If the YAML file of your Helm chart uses deprecated resources, modify the file at the earliest opportunity. For more information, see the preceding release notes and Deprecated APIs.

Features and custom configurations

If your ACK cluster uses the features listed in the following table, read the considerations and suggested solutions.

Feature

Consideration

Suggested solution

FlexVolume

Object Storage Service (OSS) volumes that are mounted by using FlexVolume 1.11.2.5 or earlier are remounted during a cluster update.

After the update is complete, you need to recreate the pods that use OSS volumes.

FlexVolume is deprecated. We recommend that you upgrade from FlexVolume to CSI. For more information, see Upgrade from FlexVolume to CSI.

Auto scaling of nodes

  • If auto scaling is enabled, the cluster automatically updates Cluster Autoscaler to the latest version after the cluster is updated. This ensures that the auto scaling feature can function as normal.

  • With auto scaling enabled, nodes in swift mode may shut down and fail to be updated.

  • Make sure that Cluster Autoscaler is updated to the latest version. For more information, see Auto scaling of nodes.

  • If nodes in swift mode failed to be updated after the cluster is updated, we recommend that you manually remove the nodes.

Resource reservation

After you update the Kubernetes version of an ACK cluster to 1.18, ACK automatically configures resource reservation. If resource reservation is not configured for the cluster and the resource usage of nodes is high, ACK may fail to schedule evicted pods to the nodes after the cluster is updated.

Reserve sufficient resources on the nodes. We recommend that you reserve at least 50% CPU resources and at least 70% memory resources. For more information, see Resource reservation policy.

LoadBalancer configurations

ACK clusters require Server Load Balancer (SLB) instances to handle external access. However, if an SLB instance is configured with externalTrafficPolicy: Local, traffic is forwarded only to node-local pods. If your application pods are deployed on other nodes, traffic cannot reach these pods.

Check whether the SLB instance is configured with externalTrafficPolicy: Local in case the SLB instance cannot forward traffic to the application pods.

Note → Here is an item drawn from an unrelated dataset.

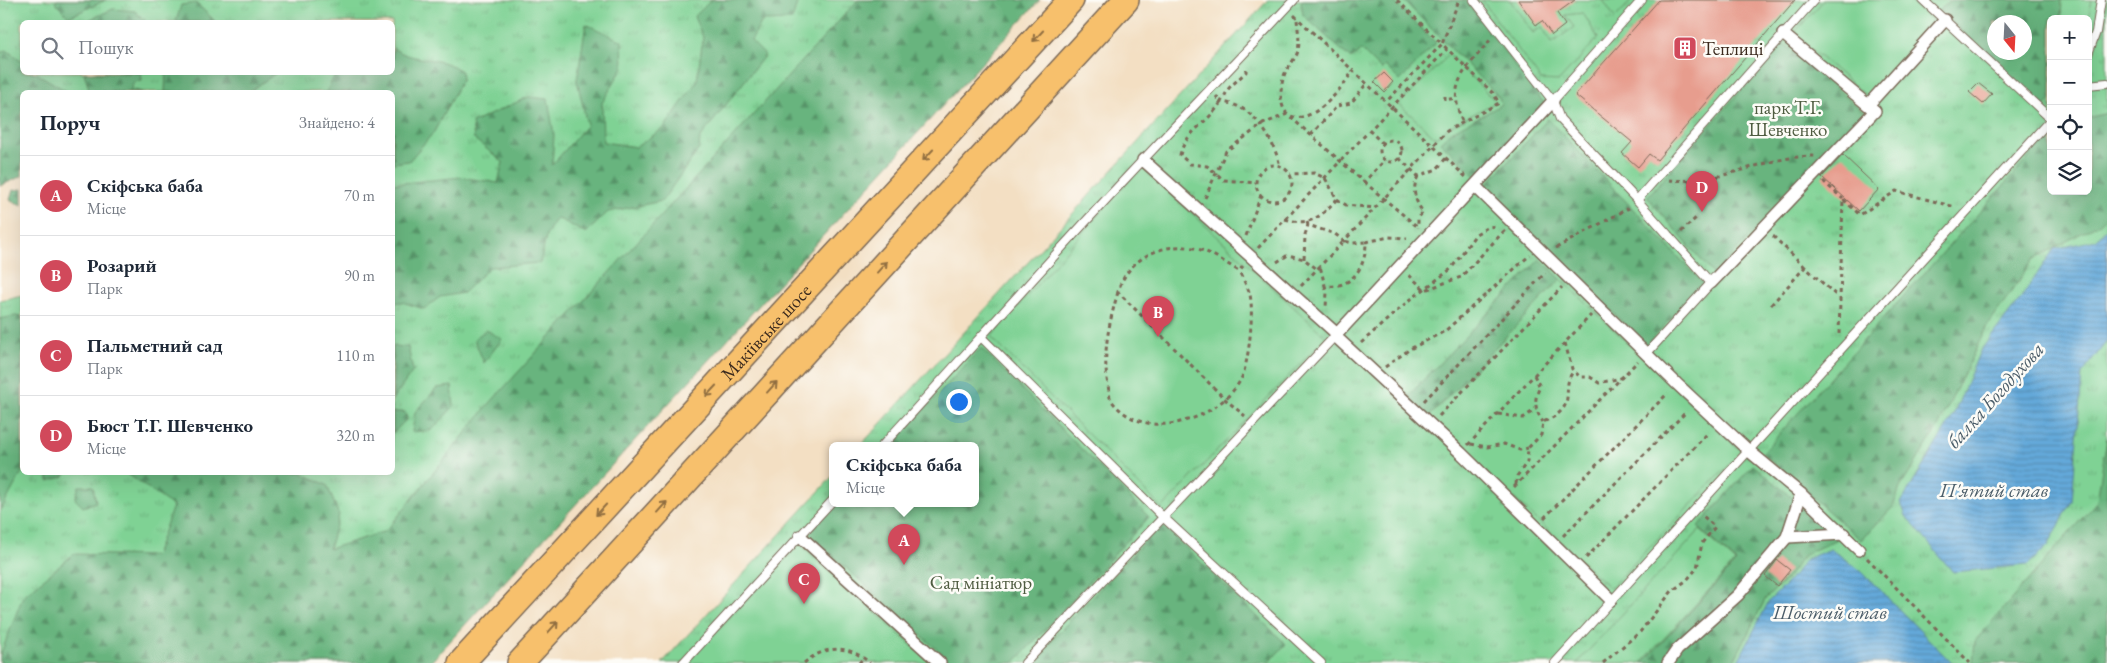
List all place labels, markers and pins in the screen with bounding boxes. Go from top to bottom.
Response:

For more information, see What Can I Do if the Cluster Cannot Access the IP Address of the SLB Instance Exposed by the LoadBalancer Service.

API Server

When ACK updates a cluster, it attempts to update the control planes without interrupting communication with the applications in the cluster. However, communication with the API server may be temporarily interrupted. The interruption affects applications that strongly rely on the API server. For example, if your application needs to watch (or list) resources, the watch operation is interrupted when the API server restarts. To resolve this problem, you need to configure the application to automatically reperform the watch operation when an interruption occurs.

Applications that do not need to access the API server are not affected.

Startup probe

If the pods in a cluster are configured with a startup probe, the pods may temporarily enter the NotReady state after kubelet is restarted.

We recommend that you deploy multiple replicated pods and spread the pods across nodes. This ensures that your application still has sufficient pods when one of the nodes restarts.

kubectl

After a cluster is updated, we recommend that you update kubectl on your on-premises machine.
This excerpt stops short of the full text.